The painter and graphic artist, Alan Gilderdale, is quoted in his catalogue as saying “I would love to be able to work like a child.” Fortunately – whatever the virtues of that statement – he paints very much like an adult. His brushwork is sure and attractive; his compositional style is sophisticated; it even has similarities to research charts designed to impart knowledge of “celtic myths druids dolmens and runic script” by visual enticement.

Nineteen works at the C.S.A. include acrylics on paper, on canvas and two lithographs. They are pictograms of simple images presented in a complex manner. Birds, unicorns, clowns, centaurs, secrets and rituals alternate as central motifs and elaborate grids and edges. “The Unicorn and the Wise Old Man” is a good and bold example of this as is “Dreaming Clown,” of balance between line, form and space. Gilderdale seeks his art in natural forms. Morphology is his introduction to a Jungian consciousness and that in turn indicates he is a chaser after philosophical codes and signs.

The artist’s colour is often strong, always harmonious. Paint application is confident and generally unfussy. At times, as linear highlighter, it can be distracting. And when used as background fillers or blocks, the pictures run-around ideas tend to suggest a grid-lock due to oversupply of painted information.

Years of painting experience enhance these multi-image, multi-grid and frame works. They are tableaux with British-European backgrounds. Their style of presentation is perhaps too tied to the printmaker’s format. Cryptic messages can seem free in the formal print process, but in paint such freedoms seem somehow compromised.

Pat Unger, The Press, March 25, 1989.

“Alan Gilderdale goes from strength to strength.” TJ McNamara, 1989.

ASA Gallery, Auckland

Alan Gilderdale goes from strength to strength. The figures in his evocative tableau have become more explicit while retaining all their reference to myth and legend and the Celtic feeling of their forms. At the same time the quality of the paint and control over colour has become more confident.

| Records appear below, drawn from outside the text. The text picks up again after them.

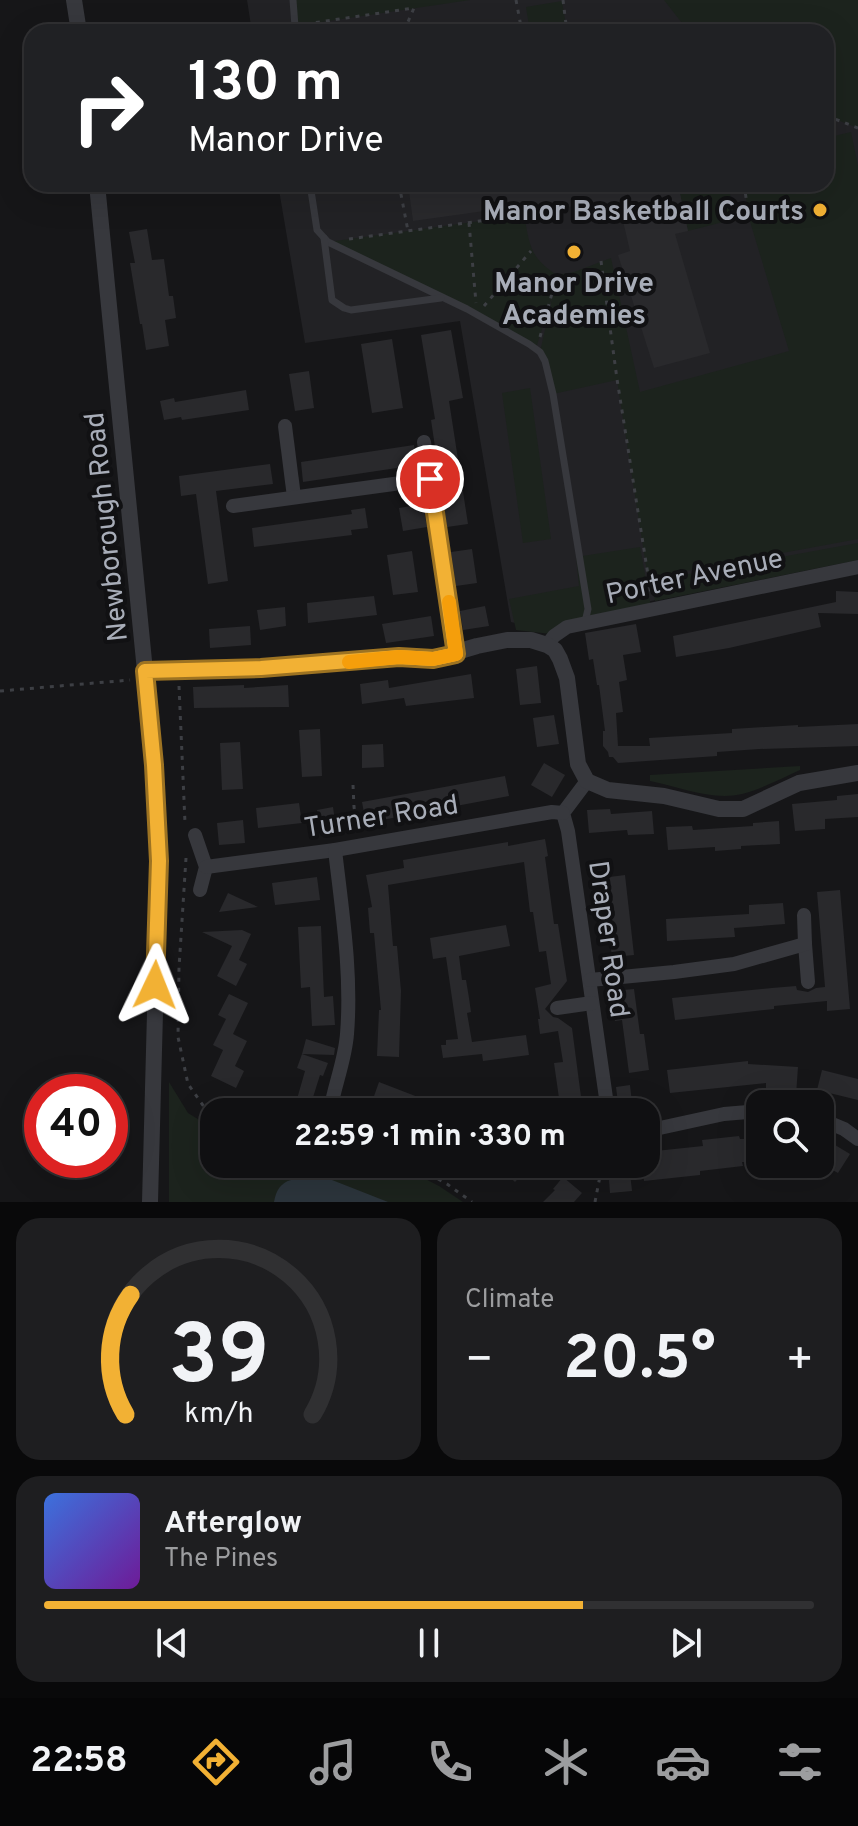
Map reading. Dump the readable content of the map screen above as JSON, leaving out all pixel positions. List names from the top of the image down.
{
  "streets": {
    "street": [
      "Newborough Road",
      "Porter Avenue",
      "Turner Road",
      "Draper Road"
    ]
  },
  "crossings": [
    ["Turner Road", "Draper Road"]
  ],
  "places": ["Manor Basketball Courts", "Manor Drive Academies"],
  "page": {
    "turn": ["130 m", "Manor Drive"],
    "limit": "40",
    "trip": "22:59 · 1 min · 330 m",
    "tile": "Climate",
    "heat": ["−", "20.5°", "+"],
    "song": ["Afterglow", "The Pines"],
    "tabs": "22:58",
    "gauge": ["39", "km/h"]
  }
}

TJ McNamara, NZ Herald, June 8, I989

Alan Gilderdale, whose excellent exhibition was one of the previous shows at the ASA Gallery, has crowned that by winning the Bledisloe Medal for landscape painting which is incorporated with the Winter Exhibition for working members of the ASA. The judge for the award was Don Binney, who found much to praise in the exhibition as well as the winning work, called The Clown as a Tourist Observes the New Zealand Landscape. The clown is one of Gilderdale’s archetype figures, delicately painted and enhanced by fractured colour, the flight of birds and the red presence of buildings. [This work is now in the Wallace Collection].

TJ McNamara, NZ Herald.

“It is almost as if Gilderdale was a war artist working at great speed and under dangerous conditions to bring us these pictures.” Stephanie Sheehan, 1990.

Art Stop Gallery, Glenbervie

The exhibition of nine smallish paintings and two four-coloured lithographs are well worth the short drive out Ngunguru Rd to view. This year of the Chinese Horse gallops off to a good start with unicorns in gold hues. Orange, blue and purple unicorns, white unicorns with wobbly horns, free running and entangled, these are mythical, mystical horses, not some sort of goat. The intrinsic violation at the heart of the unicorn myth is only lightly touched upon despite the frequent appearance in those paintings of a doorway.

The confident, competent brushwork is a measure of this skill. Gilderdale sees more than surfaces and lifts veils for others. An effective compositional device of a framework of smaller pictures around the main scene gives extra possibilities of interpretation. Terracotta and blue dogs struggle, serpents hiss and a bird flight of rainbows takes off with fresh hopes.   All are included: Cows, fish, the sun and spinning mandala. The sacred heron observes the violence with a serene eye. Ancient hills become a Roman amphitheatre or a circus tent for these characters to act out their obligations.

The paint is mostly opaque with a loose, fast, controlled brushwork. Despite the expressive colour and visionary images it is almost as if Gilderdale was a war artist working at great speed and under dangerous conditions to bring us these pictures. Those bareback riders and centaurs are clearly real. The works are all framed and under glass. Because they are the small (74cm x 56cm) size these works are very suitable for private buyers to hang either at home or in the office. Priced at $475 each I was surprised at the lack of sales. Discerning art fanciers are missing a treat if they scorn these excellent pictures.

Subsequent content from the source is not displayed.